*Input*.

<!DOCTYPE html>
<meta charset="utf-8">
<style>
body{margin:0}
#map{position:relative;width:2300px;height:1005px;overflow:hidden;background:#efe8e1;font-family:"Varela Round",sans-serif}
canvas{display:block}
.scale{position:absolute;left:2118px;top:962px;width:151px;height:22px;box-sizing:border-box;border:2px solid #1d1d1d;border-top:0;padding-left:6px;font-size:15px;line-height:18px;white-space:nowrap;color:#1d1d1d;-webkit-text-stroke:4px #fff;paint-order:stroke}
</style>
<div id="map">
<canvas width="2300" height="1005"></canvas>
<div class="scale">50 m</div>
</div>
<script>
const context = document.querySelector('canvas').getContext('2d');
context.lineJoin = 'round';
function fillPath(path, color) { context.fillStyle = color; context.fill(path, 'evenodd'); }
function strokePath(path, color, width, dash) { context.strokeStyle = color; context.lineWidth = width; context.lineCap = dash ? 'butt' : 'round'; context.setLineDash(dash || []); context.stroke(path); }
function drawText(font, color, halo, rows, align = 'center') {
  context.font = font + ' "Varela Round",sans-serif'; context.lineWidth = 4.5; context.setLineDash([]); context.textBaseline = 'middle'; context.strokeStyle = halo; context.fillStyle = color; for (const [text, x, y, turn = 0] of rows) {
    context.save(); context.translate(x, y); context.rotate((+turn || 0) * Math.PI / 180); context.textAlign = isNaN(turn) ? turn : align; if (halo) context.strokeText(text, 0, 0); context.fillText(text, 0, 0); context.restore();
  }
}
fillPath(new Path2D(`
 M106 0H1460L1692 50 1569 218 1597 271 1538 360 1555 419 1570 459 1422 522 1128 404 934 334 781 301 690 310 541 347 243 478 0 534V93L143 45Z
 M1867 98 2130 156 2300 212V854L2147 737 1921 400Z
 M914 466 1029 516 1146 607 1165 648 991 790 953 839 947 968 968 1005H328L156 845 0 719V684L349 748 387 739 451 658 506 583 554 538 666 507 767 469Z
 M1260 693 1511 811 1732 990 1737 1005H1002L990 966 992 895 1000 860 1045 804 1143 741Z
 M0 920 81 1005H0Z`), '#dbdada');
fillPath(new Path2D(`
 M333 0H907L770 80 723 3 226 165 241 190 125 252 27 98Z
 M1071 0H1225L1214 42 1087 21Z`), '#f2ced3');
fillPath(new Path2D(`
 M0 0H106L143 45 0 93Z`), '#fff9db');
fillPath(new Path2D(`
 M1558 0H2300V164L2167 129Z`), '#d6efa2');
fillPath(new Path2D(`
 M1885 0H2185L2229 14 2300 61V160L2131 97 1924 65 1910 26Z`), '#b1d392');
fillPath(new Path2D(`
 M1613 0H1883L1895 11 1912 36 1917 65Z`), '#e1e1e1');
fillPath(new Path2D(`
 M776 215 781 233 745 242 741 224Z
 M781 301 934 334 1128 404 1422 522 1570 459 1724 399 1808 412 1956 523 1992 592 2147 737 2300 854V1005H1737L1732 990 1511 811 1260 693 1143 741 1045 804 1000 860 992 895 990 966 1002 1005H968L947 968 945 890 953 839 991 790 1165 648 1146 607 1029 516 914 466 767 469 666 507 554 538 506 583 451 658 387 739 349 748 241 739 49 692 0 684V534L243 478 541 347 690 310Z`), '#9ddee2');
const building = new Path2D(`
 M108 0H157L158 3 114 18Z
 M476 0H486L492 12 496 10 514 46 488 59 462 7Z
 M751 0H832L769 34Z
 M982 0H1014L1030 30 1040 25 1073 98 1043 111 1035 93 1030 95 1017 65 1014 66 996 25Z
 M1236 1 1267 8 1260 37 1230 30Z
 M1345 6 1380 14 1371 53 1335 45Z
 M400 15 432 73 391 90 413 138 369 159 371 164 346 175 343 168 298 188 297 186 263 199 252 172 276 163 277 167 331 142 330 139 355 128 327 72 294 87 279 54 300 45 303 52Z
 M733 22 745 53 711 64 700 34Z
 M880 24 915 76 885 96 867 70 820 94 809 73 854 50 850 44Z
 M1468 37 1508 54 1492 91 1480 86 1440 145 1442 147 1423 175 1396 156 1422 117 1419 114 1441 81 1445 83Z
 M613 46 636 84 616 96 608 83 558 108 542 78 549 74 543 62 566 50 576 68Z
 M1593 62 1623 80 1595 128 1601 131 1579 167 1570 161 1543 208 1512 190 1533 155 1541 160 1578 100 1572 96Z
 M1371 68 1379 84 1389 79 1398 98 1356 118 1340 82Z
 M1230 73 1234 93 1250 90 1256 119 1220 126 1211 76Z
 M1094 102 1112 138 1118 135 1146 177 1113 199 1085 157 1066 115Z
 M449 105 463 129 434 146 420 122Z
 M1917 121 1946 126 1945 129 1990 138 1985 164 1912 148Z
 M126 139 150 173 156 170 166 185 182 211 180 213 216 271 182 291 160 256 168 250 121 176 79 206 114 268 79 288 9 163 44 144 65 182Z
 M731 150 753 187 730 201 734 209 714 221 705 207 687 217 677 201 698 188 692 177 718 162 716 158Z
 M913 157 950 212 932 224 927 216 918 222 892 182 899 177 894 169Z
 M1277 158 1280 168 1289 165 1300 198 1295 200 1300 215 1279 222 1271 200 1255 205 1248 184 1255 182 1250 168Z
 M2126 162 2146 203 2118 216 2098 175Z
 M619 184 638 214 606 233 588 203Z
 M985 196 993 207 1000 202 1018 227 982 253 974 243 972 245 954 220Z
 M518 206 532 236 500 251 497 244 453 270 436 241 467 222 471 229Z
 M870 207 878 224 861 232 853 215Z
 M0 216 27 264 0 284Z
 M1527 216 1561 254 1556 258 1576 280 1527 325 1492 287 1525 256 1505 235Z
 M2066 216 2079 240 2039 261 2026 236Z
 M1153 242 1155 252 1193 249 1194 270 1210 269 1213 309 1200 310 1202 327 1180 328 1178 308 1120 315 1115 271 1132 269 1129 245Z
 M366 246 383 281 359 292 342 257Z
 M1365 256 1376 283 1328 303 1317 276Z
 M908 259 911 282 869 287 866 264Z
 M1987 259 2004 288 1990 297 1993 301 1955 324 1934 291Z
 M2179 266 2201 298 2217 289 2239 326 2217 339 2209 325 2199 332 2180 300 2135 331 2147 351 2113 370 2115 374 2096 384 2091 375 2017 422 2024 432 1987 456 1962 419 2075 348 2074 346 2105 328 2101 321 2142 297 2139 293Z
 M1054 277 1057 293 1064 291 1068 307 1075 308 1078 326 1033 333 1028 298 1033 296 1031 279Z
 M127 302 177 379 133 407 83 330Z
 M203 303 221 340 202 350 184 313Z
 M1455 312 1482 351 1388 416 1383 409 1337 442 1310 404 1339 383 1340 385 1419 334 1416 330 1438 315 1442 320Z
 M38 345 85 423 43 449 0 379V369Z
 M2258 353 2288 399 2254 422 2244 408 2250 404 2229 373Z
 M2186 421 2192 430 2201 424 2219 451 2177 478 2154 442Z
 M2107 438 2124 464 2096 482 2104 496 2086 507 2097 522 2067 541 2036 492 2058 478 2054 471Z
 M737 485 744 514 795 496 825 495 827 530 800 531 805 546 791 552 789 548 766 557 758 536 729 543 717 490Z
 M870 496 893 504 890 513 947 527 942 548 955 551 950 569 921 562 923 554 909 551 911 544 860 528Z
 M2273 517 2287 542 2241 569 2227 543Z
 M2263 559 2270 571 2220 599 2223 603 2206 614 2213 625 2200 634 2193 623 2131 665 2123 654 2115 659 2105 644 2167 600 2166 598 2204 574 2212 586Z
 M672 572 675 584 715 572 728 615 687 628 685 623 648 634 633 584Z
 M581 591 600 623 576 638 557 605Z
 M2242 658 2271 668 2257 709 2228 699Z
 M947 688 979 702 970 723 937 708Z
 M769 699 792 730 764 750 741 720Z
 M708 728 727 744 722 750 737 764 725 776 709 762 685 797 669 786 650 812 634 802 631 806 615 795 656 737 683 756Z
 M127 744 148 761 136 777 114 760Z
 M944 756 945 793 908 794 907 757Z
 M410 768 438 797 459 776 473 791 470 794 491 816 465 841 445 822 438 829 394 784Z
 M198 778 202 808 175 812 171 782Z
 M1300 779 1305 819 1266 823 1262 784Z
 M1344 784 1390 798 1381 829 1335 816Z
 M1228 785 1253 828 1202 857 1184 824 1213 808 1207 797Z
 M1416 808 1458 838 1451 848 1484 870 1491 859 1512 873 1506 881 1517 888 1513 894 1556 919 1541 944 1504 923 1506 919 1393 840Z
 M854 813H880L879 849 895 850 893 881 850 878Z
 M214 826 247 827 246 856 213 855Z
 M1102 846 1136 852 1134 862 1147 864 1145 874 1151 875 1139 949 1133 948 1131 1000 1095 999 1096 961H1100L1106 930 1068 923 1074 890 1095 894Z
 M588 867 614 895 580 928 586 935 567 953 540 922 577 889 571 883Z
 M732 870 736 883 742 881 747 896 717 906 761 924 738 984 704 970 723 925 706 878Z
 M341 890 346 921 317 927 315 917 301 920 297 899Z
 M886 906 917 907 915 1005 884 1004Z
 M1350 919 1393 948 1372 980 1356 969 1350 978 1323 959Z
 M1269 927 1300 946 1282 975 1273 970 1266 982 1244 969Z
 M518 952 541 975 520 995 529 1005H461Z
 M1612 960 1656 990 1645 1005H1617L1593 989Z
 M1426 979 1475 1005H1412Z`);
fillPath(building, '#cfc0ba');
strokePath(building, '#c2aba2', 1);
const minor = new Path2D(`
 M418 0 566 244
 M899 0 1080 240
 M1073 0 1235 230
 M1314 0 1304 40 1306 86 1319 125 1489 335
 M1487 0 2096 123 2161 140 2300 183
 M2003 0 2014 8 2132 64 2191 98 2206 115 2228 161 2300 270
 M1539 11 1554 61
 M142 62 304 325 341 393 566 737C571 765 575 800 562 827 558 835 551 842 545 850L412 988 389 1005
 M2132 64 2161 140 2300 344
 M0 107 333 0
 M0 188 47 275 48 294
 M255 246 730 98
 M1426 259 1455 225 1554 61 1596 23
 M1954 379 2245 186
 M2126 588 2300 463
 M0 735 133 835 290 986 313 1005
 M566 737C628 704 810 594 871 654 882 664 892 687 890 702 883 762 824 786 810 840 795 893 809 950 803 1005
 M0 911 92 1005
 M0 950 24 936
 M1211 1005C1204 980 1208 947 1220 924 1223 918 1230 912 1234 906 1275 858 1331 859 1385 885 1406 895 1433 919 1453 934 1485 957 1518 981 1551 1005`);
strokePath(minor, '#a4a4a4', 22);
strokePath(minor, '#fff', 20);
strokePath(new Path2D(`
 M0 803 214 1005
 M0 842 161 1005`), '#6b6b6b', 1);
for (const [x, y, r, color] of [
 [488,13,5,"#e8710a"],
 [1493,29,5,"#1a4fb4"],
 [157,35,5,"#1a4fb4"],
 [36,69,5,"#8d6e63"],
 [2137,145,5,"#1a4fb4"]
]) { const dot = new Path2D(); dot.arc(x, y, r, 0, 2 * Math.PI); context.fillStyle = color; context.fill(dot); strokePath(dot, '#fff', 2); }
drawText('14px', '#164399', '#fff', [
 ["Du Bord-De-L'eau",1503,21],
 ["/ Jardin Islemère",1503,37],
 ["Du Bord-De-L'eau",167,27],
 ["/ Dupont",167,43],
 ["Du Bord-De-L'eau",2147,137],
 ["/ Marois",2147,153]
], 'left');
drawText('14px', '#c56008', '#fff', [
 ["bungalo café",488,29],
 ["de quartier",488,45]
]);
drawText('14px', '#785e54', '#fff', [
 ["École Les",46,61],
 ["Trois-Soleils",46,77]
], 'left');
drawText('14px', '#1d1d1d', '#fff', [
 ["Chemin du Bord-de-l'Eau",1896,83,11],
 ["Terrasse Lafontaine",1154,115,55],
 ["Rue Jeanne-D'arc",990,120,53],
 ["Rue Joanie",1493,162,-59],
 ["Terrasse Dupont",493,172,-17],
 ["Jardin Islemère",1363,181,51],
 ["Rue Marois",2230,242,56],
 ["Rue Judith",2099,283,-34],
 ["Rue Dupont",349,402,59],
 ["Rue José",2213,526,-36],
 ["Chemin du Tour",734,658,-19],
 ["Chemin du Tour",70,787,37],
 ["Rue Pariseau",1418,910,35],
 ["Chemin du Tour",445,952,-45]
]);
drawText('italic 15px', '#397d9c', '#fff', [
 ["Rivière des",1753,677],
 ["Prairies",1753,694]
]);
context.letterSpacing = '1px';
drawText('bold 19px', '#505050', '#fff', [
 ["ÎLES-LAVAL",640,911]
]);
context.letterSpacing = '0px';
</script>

*Task details*. Only the lines from the beginning of the material to the line containing "context.font = font" should be echoed, verbatim and in full.

*Exercise solution*.
<!DOCTYPE html>
<meta charset="utf-8">
<style>
body{margin:0}
#map{position:relative;width:2300px;height:1005px;overflow:hidden;background:#efe8e1;font-family:"Varela Round",sans-serif}
canvas{display:block}
.scale{position:absolute;left:2118px;top:962px;width:151px;height:22px;box-sizing:border-box;border:2px solid #1d1d1d;border-top:0;padding-left:6px;font-size:15px;line-height:18px;white-space:nowrap;color:#1d1d1d;-webkit-text-stroke:4px #fff;paint-order:stroke}
</style>
<div id="map">
<canvas width="2300" height="1005"></canvas>
<div class="scale">50 m</div>
</div>
<script>
const context = document.querySelector('canvas').getContext('2d');
context.lineJoin = 'round';
function fillPath(path, color) { context.fillStyle = color; context.fill(path, 'evenodd'); }
function strokePath(path, color, width, dash) { context.strokeStyle = color; context.lineWidth = width; context.lineCap = dash ? 'butt' : 'round'; context.setLineDash(dash || []); context.stroke(path); }
function drawText(font, color, halo, rows, align = 'center') {
  context.font = font + ' "Varela Round",sans-serif'; context.lineWidth = 4.5; context.setLineDash([]); context.textBaseline = 'middle'; context.strokeStyle = halo; context.fillStyle = color; for (const [text, x, y, turn = 0] of rows) {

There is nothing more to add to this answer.